● Work instruction:
The job is to find each line of the records below that includes the word "lists" and copy it.

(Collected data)

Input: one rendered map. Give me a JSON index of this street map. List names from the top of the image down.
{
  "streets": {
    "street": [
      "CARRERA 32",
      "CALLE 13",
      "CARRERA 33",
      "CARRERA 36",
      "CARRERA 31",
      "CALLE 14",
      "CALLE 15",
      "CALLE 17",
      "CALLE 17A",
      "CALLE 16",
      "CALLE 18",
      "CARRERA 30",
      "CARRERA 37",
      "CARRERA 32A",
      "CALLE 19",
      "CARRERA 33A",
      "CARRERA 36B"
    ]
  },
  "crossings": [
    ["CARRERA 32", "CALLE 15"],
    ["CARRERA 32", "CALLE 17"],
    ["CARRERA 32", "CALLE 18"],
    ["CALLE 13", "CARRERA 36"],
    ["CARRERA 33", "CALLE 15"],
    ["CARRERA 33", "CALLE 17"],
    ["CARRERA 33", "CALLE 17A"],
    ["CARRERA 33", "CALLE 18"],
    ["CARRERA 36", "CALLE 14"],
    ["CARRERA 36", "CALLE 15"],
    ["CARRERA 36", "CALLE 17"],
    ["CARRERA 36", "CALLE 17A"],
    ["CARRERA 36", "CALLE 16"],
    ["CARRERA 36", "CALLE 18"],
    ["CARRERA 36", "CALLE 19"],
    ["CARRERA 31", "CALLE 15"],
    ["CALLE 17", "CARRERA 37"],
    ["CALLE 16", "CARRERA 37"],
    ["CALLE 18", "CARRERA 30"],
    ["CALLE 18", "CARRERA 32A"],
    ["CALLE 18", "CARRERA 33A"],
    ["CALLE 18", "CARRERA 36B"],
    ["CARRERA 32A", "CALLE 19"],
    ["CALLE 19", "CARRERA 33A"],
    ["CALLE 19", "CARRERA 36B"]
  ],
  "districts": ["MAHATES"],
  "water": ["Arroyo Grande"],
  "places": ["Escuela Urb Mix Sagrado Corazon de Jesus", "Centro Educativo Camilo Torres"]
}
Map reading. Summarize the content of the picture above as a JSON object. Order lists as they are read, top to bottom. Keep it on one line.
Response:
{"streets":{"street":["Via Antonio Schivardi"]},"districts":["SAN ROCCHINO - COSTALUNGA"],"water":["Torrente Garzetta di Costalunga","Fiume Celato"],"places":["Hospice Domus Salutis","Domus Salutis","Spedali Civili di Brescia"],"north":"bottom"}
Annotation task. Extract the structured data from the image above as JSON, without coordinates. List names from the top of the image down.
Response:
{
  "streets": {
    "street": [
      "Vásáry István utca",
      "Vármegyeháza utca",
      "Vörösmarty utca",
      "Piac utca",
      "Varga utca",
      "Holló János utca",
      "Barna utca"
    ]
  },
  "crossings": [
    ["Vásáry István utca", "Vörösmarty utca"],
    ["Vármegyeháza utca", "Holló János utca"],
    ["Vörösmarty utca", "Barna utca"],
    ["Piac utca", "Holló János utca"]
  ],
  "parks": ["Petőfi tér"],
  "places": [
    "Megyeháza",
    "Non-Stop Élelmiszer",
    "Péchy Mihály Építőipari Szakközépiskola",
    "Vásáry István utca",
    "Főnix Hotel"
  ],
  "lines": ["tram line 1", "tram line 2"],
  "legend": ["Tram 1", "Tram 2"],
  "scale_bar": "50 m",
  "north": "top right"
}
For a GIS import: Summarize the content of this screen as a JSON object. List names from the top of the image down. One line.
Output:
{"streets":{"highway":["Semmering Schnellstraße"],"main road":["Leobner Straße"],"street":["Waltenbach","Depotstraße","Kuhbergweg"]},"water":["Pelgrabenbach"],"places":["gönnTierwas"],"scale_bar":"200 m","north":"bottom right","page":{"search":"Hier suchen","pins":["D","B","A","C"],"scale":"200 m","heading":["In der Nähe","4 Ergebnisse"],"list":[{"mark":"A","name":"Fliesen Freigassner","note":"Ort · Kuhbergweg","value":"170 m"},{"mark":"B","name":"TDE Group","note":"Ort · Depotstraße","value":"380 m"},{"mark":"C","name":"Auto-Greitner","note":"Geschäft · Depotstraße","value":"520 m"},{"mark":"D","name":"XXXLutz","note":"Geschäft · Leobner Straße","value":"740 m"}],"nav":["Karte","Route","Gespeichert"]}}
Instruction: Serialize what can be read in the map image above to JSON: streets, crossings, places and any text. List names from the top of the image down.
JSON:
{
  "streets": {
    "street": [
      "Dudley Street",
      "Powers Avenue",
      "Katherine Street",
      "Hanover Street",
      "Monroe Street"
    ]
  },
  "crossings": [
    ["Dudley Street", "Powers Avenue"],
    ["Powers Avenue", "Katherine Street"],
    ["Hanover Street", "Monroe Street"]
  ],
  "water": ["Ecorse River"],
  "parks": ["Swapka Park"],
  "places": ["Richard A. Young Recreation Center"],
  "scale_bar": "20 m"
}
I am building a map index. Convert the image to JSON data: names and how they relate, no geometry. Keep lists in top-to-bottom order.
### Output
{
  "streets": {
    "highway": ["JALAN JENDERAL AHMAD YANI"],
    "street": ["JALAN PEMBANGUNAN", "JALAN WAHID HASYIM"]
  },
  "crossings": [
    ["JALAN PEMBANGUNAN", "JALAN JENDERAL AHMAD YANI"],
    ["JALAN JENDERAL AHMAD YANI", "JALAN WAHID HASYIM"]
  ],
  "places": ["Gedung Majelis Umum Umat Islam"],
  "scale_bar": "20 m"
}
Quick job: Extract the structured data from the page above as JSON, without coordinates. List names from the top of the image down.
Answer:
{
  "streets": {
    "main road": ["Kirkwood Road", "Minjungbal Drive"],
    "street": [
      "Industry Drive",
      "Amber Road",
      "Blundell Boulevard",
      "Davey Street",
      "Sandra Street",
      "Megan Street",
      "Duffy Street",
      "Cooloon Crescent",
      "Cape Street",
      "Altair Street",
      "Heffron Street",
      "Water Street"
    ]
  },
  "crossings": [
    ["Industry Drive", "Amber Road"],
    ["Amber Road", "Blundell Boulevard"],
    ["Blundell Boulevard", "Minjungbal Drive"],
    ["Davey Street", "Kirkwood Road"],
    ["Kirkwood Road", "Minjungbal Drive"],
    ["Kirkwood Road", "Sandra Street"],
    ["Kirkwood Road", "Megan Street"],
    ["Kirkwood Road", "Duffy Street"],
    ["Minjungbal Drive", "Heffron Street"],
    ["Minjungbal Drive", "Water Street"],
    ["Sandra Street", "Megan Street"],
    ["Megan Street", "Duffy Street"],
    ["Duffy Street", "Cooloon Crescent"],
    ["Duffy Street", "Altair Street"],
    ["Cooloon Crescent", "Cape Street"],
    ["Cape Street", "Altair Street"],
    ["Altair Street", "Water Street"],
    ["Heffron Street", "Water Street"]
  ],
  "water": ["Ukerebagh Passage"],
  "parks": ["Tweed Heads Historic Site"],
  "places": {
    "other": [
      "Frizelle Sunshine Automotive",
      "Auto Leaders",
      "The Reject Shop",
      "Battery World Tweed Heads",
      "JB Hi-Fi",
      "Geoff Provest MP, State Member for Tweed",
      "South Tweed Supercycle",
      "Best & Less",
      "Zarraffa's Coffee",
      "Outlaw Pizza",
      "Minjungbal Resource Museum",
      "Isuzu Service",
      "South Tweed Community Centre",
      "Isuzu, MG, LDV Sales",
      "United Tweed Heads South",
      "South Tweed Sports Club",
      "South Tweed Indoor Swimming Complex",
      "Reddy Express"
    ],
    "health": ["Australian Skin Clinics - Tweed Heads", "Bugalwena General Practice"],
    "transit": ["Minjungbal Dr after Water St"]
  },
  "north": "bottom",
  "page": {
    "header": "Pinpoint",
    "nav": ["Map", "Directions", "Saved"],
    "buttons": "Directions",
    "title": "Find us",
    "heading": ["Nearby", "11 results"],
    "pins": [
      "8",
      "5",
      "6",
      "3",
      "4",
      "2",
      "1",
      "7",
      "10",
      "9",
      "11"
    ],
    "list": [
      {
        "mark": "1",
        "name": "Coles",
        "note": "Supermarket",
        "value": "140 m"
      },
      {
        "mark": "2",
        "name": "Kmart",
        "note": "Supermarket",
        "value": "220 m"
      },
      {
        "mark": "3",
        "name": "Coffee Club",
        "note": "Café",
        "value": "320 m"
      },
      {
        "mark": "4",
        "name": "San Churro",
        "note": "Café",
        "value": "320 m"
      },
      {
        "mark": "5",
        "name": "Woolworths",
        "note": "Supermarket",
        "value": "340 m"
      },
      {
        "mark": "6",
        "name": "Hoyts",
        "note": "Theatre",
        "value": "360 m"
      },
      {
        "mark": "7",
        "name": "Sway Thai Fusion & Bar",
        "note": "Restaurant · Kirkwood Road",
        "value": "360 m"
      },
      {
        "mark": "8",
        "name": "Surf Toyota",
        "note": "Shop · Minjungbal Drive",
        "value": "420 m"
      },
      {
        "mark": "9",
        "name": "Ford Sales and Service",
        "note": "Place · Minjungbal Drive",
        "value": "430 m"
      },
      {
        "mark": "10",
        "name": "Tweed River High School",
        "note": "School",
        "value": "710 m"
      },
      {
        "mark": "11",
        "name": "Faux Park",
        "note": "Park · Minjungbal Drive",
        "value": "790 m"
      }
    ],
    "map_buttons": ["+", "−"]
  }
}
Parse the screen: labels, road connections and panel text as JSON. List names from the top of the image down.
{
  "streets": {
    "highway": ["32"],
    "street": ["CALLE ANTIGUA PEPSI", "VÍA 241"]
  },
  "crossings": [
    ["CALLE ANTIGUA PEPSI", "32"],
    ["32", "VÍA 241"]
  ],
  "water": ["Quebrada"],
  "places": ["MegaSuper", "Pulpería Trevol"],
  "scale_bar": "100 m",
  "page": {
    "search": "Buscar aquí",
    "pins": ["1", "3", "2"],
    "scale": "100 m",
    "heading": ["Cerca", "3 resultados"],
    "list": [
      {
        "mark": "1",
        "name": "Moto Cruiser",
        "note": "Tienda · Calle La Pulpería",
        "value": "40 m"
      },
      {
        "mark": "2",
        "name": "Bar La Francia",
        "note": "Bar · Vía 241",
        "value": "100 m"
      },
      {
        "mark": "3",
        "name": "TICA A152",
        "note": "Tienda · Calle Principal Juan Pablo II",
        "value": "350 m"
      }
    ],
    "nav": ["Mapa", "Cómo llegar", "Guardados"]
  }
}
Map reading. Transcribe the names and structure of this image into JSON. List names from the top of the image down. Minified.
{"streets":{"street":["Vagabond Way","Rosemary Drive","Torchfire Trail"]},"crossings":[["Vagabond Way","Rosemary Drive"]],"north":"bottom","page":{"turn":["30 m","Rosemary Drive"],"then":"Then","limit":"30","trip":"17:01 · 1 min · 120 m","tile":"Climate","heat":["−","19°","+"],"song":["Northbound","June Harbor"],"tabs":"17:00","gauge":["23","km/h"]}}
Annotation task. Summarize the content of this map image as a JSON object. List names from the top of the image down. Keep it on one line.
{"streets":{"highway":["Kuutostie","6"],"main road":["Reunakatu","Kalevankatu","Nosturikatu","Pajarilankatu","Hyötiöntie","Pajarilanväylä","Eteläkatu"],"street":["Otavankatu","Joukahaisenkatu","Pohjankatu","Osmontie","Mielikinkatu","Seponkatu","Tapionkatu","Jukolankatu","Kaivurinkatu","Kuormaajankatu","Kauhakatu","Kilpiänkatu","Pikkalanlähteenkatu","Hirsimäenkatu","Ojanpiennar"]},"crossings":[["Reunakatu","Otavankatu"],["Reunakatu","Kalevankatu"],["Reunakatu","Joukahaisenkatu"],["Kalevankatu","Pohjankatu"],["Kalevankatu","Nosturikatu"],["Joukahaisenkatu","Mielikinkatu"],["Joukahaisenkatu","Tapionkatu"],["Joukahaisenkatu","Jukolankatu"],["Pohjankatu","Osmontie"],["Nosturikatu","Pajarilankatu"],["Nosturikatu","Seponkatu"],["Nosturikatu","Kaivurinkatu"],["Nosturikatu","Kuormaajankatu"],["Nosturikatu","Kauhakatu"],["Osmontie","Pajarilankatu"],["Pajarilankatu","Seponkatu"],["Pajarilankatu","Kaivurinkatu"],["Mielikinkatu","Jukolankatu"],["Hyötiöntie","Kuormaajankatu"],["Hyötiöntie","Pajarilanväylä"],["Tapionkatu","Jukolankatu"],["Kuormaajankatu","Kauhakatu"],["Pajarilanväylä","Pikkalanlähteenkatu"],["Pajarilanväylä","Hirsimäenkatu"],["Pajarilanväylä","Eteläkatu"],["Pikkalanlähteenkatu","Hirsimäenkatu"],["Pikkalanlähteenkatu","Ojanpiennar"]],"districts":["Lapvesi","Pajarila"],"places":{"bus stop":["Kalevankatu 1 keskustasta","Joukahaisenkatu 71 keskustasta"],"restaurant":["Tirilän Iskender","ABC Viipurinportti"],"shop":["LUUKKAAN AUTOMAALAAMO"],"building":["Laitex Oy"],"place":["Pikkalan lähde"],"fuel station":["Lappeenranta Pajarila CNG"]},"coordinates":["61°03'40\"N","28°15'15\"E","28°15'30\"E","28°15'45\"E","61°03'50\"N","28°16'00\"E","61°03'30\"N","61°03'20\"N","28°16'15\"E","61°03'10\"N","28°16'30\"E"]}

● Result of this exercise:
Map reading. Summarize the content of the picture above as a JSON object. Order lists as they are read, top to bottom. Keep it on one line.
I am building a map index. Convert the image to JSON data: names and how they relate, no geometry. Keep lists in top-to-bottom order.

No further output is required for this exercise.